When asked if they could advise the government to see the importance of using gas in vehicles as an alternative, the Executive Director of the Tanzania Petroleum Development Corporation (TPDC), Dr James Mataragio, said: “Of course, that is why we have been building Compressed Natural Gas (CNG) filling stations.” The government’s main budget for the year 2022/23 shows that the government spends Sh558 billion for the procurement of vehicles, operational fuel and spare parts per year while planning to sell the vehicles to some employees, a move that will save the spending of Sh500 billion.
Aggrey Jimmy, Dar es Salaam Zone Sales Manager, said gas has managed to reduce production costs, but added that the challenge of rising diesel fuel prices has hampered plans to fulfil its promise of lowering the price of a cement bag to Sh8,000.

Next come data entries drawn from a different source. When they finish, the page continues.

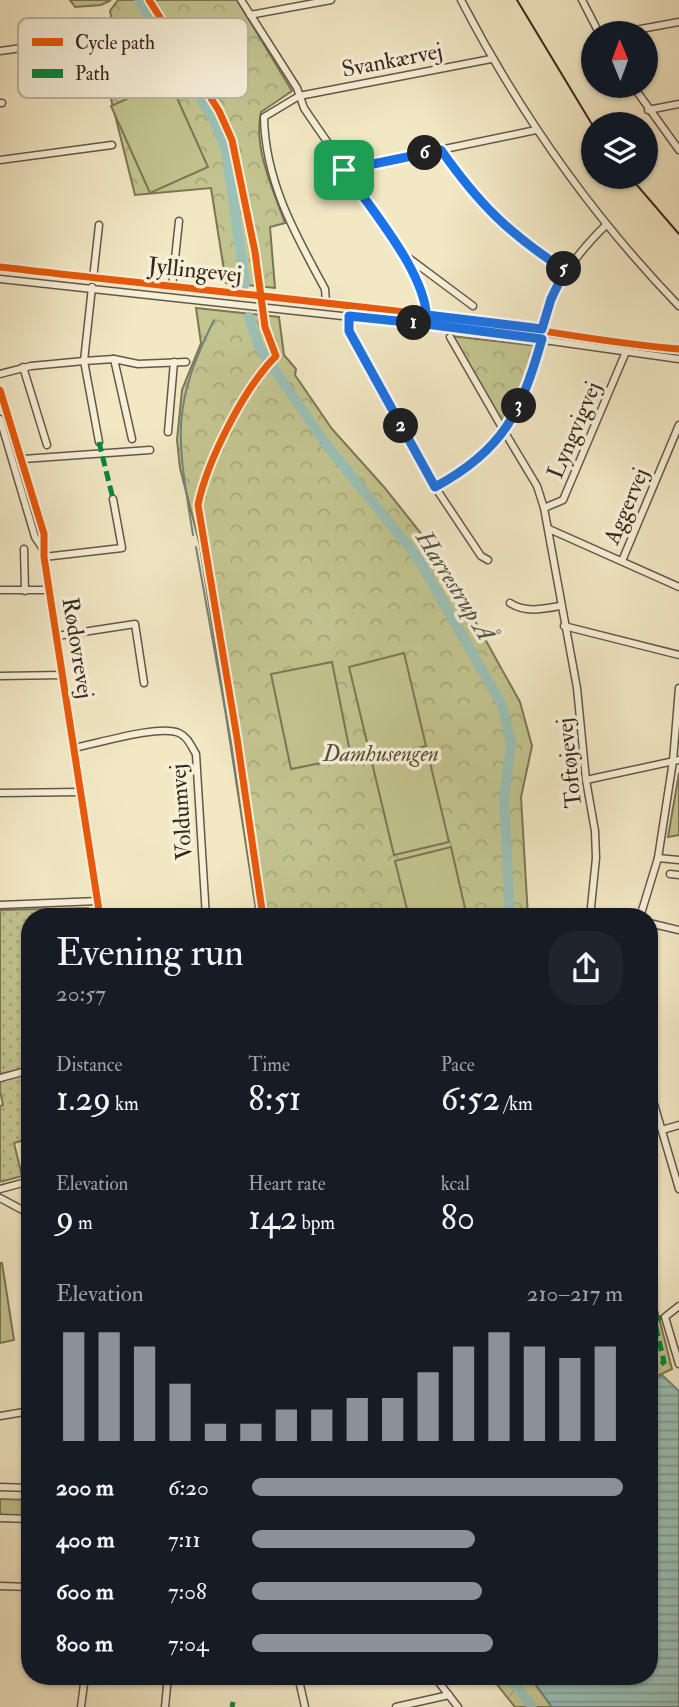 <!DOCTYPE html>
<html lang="en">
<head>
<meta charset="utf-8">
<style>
	:root { --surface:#171b24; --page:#20242c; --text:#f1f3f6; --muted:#9ea1a6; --accent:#8c9099 }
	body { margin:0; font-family:"IM FELL Double Pica",serif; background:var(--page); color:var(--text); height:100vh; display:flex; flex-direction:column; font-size:26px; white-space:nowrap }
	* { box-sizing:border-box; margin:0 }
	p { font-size:23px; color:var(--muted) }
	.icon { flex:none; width:38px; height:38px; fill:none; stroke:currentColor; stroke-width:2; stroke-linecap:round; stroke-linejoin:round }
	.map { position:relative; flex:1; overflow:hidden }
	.side { position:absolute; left:21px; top:908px; width:637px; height:777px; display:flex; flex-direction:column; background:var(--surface); border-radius:28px; box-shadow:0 2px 5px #0004 }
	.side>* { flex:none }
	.needle { width:46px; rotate:359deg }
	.buttons { position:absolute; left:581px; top:21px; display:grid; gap:14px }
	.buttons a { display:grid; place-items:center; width:77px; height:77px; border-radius:50%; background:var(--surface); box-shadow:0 2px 5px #0004; font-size:35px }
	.pin { position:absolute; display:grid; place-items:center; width:60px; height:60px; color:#fff; margin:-30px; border-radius:14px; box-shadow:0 4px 10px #0006 }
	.km { position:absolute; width:35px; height:35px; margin:-18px; border-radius:50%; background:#222; color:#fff; font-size:19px; line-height:35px; text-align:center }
	.round { display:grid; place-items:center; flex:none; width:74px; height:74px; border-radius:28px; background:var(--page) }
	.summary { display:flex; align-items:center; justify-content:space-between; height:119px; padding:0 35px }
	h1 { font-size:38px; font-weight:600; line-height:52px }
	.figures { display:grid; grid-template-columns:repeat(3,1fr); gap:10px; height:119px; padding:7px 35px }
	.figures div { display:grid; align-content:center }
	.figures b { font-size:35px; font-weight:600 }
	.figures small { font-size:19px; font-weight:400 }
	.figures p { font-size:19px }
	.chart { height:196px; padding:14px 35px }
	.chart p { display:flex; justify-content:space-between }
	.chart svg { width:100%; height:126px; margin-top:7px; stroke:var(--accent); stroke-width:6 }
	ul { padding:0 35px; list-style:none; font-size:23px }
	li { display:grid; grid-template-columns:112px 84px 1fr; align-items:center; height:52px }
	li i { height:18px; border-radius:9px; background:var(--accent) }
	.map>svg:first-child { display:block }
</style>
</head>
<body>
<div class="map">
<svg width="679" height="1707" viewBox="0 0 679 1707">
	<defs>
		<pattern id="grass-dots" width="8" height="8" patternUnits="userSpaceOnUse" patternTransform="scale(1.75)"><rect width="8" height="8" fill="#c2c48f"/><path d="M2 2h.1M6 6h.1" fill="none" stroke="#a7a87b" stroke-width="1.8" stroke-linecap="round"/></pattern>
		<pattern id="forest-crowns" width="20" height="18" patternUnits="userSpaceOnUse" patternTransform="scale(1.75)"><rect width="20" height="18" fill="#c2c48f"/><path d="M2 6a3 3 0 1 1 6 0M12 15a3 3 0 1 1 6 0" fill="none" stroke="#a7a87b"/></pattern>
		<pattern id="water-rules" width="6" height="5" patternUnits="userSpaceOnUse" patternTransform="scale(1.75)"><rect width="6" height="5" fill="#9bc0b6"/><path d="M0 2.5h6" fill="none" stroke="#7f9c93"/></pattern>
	</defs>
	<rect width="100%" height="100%" fill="#f2e8c4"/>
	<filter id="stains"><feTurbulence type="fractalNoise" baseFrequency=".00286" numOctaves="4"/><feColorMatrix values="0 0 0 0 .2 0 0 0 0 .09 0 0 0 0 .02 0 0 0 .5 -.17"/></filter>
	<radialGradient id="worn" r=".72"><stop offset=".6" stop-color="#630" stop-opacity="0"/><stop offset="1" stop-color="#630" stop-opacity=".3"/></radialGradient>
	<polygon fill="url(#grass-dots)" stroke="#7c7656" stroke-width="2" points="88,908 89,917 30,917 30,1138 14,1143 22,1176 0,1182 0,1106 3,1105 0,1091 0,910"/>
	<g fill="url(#forest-crowns)" stroke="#7c7656" stroke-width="2">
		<path d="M118,0h119l55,91 -31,21c-8,36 12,77 24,111l-15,4 5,61 -49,-5 -15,-95 -76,7 -27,-108 17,-8 -15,-68z"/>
		<polygon points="196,308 279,317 284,355 296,369 295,375 332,429 384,487 439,556 520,702 532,746 521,797 528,917 257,917 200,546 180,468 177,440 182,390 201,343"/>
		<polygon points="451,336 538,346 514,409 504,424 453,344"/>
		<polygon points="649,1278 672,1369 649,1380"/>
		<polygon points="0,1499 30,1500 30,1516 0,1515"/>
		<polygon points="491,1677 530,1677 552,1707 515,1707"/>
	</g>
	<g fill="#c2c48f" stroke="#7c7656" stroke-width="2">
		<polygon points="70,0 111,0 101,5 75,7"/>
		<polygon points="169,80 208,167 150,193 111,106"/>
		<polygon points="404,653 426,746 371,759 349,667"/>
		<polygon points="332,662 351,757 291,769 271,674"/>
		<polygon points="427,750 449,842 394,855 372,763"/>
		<polygon points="679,773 679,835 668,837"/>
		<polygon points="451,847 467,917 409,917 395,861"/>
		<polygon points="0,1263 2,1263 14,1340 0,1343"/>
	</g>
	<polygon fill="url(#water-rules)" stroke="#738379" stroke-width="2" points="662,1375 679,1391 679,1707 552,1707 530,1677 649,1676 649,1380"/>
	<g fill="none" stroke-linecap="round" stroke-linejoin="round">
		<g stroke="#738379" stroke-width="2">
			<path d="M193,535c-15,-95 -24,-125 21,-215"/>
			<polyline points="196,547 246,826 258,917"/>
		</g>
		<g stroke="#9bc0b6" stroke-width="10">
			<polyline points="139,0 214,120 226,150 245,284"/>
			<polyline points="249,317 259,347 325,443 417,557 502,705 511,743 504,799 510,917"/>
			<polyline points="509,1676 532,1707"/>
		</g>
		<defs>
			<g id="minor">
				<path d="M241,0l56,88 7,20c28,43 121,165 123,208"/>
				<path d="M461,0c58,112 130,215 218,306"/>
				<polyline points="582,0 599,33"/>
				<polyline points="250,15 331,0"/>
				<polyline points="619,33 679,22"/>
				<polyline points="0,51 43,45"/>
				<polyline points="633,86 679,150"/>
				<polyline points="0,103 2,103"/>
				<polyline points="648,110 679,104"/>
				<path d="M441,150c39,55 68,84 124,120"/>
				<polyline points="0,160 112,145"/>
				<polyline points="344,170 536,130"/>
				<polyline points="402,253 473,306"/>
				<path d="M0,267c151,18 302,32 453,51 76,9 150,25 226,31"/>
				<polyline points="0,279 472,330 679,359"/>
				<polyline points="93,279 99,225"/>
				<polyline points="92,287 84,361 99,442"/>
				<polyline points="172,287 179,221"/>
				<path d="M326,303l-1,-14c-30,-55 -60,-108 -61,-172l35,-21 192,-37"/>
				<polyline points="349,316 349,331 435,487 481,556 488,560"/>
				<path d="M542,329c12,-43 31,-72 64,-104"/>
				<polyline points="450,337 504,431 530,382 542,339"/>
				<polyline points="114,359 132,439"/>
				<polyline points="23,367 47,445"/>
				<polyline points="0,374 31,366 84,361 114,359 138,364 186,362"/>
				<polyline points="0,390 44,534 44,557 100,917"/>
				<polyline points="0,419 35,537 43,549"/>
				<polyline points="168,432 174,362"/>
				<polyline points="23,459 150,450"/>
				<path d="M435,487c28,-15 49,-31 69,-56l33,55 7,22 33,180 9,92 9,51 1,27 -6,59"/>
				<polyline points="544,508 563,500 625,354"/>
				<polyline points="549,529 679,587"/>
				<polyline points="24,549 25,591"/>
				<polyline points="44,557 122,548 113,499"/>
				<polyline points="622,561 679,425"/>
				<polyline points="0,590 50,590"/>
				<path d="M510,603c15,10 34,6 50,3"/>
				<polyline points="564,626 679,655"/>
				<polyline points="57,636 135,624 144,683"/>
				<polyline points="0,676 63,675"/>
				<path d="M74,748c22,-4 86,-24 105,-15 9,4 12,13 17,21l10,163"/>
				<polyline points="586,780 679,760"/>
				<polyline points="0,793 81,792"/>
				<polyline points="658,858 679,860"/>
				<polyline points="670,874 679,875"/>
				<polyline points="0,905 98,901"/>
				<polyline points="640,917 658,858 673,761 679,688"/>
				<polyline points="649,923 679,930"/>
				<polyline points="0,1078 30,1070"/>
				<polyline points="649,1087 679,1189"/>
				<polyline points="662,1130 679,1125"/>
				<polyline points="0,1189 30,1181"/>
				<polyline points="0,1198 30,1214"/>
				<polyline points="679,1306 665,1317 679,1364"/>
				<polyline points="0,1416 30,1411"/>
				<polyline points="0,1487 30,1488"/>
				<polyline points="0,1518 30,1519"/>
				<polyline points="0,1586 30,1587"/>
				<polyline points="298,1676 305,1707"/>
				<polyline points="434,1676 458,1707"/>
				<polyline points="81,1707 85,1676"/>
				<polyline points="165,1707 168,1676"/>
				<polyline points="396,1707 449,1695"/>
			</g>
		</defs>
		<use href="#minor" stroke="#655747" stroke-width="9"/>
		<use href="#minor" stroke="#f7f0d9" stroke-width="6"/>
		<g stroke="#36271d" stroke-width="2">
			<polyline points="517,0 593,126"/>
			<polyline points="630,177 679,234"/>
		</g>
		<g stroke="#00873e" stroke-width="5" stroke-dasharray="10 5" stroke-linecap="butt">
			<polyline points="99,442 113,499"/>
			<polyline points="649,1373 664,1362 654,1319 665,1317"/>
			<polyline points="232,1707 233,1702"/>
		</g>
		<defs>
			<g id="cycleway">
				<path d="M149,0l70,111 13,29 23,112 10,75 11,29c-32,32 -69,105 -78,149l39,233 26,179"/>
				<path d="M0,267c151,18 302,32 453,51 76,9 150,25 226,31"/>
				<polyline points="0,390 44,534 44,557 100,917"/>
			</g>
		</defs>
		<use href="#cycleway" stroke="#f7f0d9" stroke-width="11"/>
		<use href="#cycleway" stroke="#e8590c" stroke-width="7"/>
	</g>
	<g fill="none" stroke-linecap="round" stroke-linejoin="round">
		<defs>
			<path id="route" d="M344,170c26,38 88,110 82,154l-77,-8v15l86,156c69,-37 86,-75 107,-148l-116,-15 1,-9 115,14 9,-30 14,-29c-56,-36 -86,-66 -124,-120l-97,20"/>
		</defs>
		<use href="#route" stroke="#fff" stroke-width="14"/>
		<use href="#route" stroke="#1a73e8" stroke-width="9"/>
	</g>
	<g text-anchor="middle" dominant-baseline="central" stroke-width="7" stroke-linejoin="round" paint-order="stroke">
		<g font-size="23" fill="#36271d" stroke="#f7f0d9">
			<text transform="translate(392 60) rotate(-11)">Svankærvej</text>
			<text transform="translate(195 270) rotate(6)">Jyllingevej</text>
			<text transform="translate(574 430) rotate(-67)">Lyngvigvej</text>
			<text transform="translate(626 506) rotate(-67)">Aggervej</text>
			<text transform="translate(78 648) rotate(81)">Rødovrevej</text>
			<text transform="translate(569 763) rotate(-96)">Toftøjevej</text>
			<text transform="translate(181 812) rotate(-94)">Voldumvej</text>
		</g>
		<g font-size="23" font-style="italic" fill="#594e3a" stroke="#f7f0d9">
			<text x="381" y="753">Damhusengen</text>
		</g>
		<g font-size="24" font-style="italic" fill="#54554b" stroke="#f7f0d9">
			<text transform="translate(455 586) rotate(58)">Harrestrup Å</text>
		</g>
	</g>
	<rect x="18" y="18" width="230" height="80" rx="10" fill="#f7f0d9" stroke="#bdb4a1" stroke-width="2"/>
	<rect x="32" y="38" width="31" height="8" fill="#e8590c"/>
	<rect x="32" y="69" width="31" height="9" fill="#00873e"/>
	<g font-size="19" fill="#36271d">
		<text x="75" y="49">Cycle path</text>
		<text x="75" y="80">Path</text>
	</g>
	<rect width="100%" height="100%" filter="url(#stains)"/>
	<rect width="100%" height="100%" fill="url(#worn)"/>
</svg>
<div class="buttons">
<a><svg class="needle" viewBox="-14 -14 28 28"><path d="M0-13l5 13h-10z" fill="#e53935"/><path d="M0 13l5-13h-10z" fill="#9ea1a6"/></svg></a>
<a><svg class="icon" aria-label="layers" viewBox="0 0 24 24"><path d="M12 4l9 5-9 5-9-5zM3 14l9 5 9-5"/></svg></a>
</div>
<div class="pin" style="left:344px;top:170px;background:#1e9e55"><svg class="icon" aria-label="arrive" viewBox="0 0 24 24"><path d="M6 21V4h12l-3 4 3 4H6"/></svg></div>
<b class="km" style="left:414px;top:323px">1</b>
<b class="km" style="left:401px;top:426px">2</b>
<b class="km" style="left:519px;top:406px">3</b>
<b class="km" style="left:564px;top:269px">5</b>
<b class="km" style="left:425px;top:153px">6</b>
<section class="side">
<div class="summary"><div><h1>Evening run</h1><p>20:57</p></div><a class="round"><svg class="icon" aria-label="share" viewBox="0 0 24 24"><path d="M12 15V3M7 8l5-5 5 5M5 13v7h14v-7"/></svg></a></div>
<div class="figures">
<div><p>Distance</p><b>1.29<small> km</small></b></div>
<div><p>Time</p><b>8:51</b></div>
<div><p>Pace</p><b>6:52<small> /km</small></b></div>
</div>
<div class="figures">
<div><p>Elevation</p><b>9<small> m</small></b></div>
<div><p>Heart rate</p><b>142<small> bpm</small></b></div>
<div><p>kcal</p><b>80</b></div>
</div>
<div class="chart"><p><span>Elevation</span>210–217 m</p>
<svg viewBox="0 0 160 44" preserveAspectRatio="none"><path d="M5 44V6M15 44V6M25 44V11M35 44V24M45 44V38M55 44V38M65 44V33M75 44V33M85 44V29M95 44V29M105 44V20M115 44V11M125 44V6M135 44V11M145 44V15M155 44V11"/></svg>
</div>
<ul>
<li><b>200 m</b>6:20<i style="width:100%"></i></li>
<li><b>400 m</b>7:11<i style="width:60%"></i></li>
<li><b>600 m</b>7:08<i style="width:62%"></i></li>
<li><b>800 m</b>7:04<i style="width:65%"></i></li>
</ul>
</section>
</div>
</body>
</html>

He said the factory contributes between 27 and 30 percent of the total cement market in the country while facing a huge price competition in its markets in northern, southern and Dar es Salaam zones.
“Gas has reduced almost half the price of fuels, but we still have about 70 percent of the vehicles we rent out for industrial activities that use fuels. So, production costs are still affected by fuels, but gas is the hope of lowering prices,” said Jimmy.
Isihaka Mchinjita, spokesperson for the energy sector at the ACT Wazalendo party, said the government is supposed to be at the forefront of convincing Tanzanians and industries to use gas in their vehicles.
According to a report on the 2016-2045 Tanzania Comprehensive Natural Gas Use, 8.8 trillion cubic feet of gas is expected to be used for electricity, 0.5 trillion cubic feet to be used in households, and 3.6 trillion cubic feet to be used in industries and 0.6 trillion cubic feet to be used in vehicles.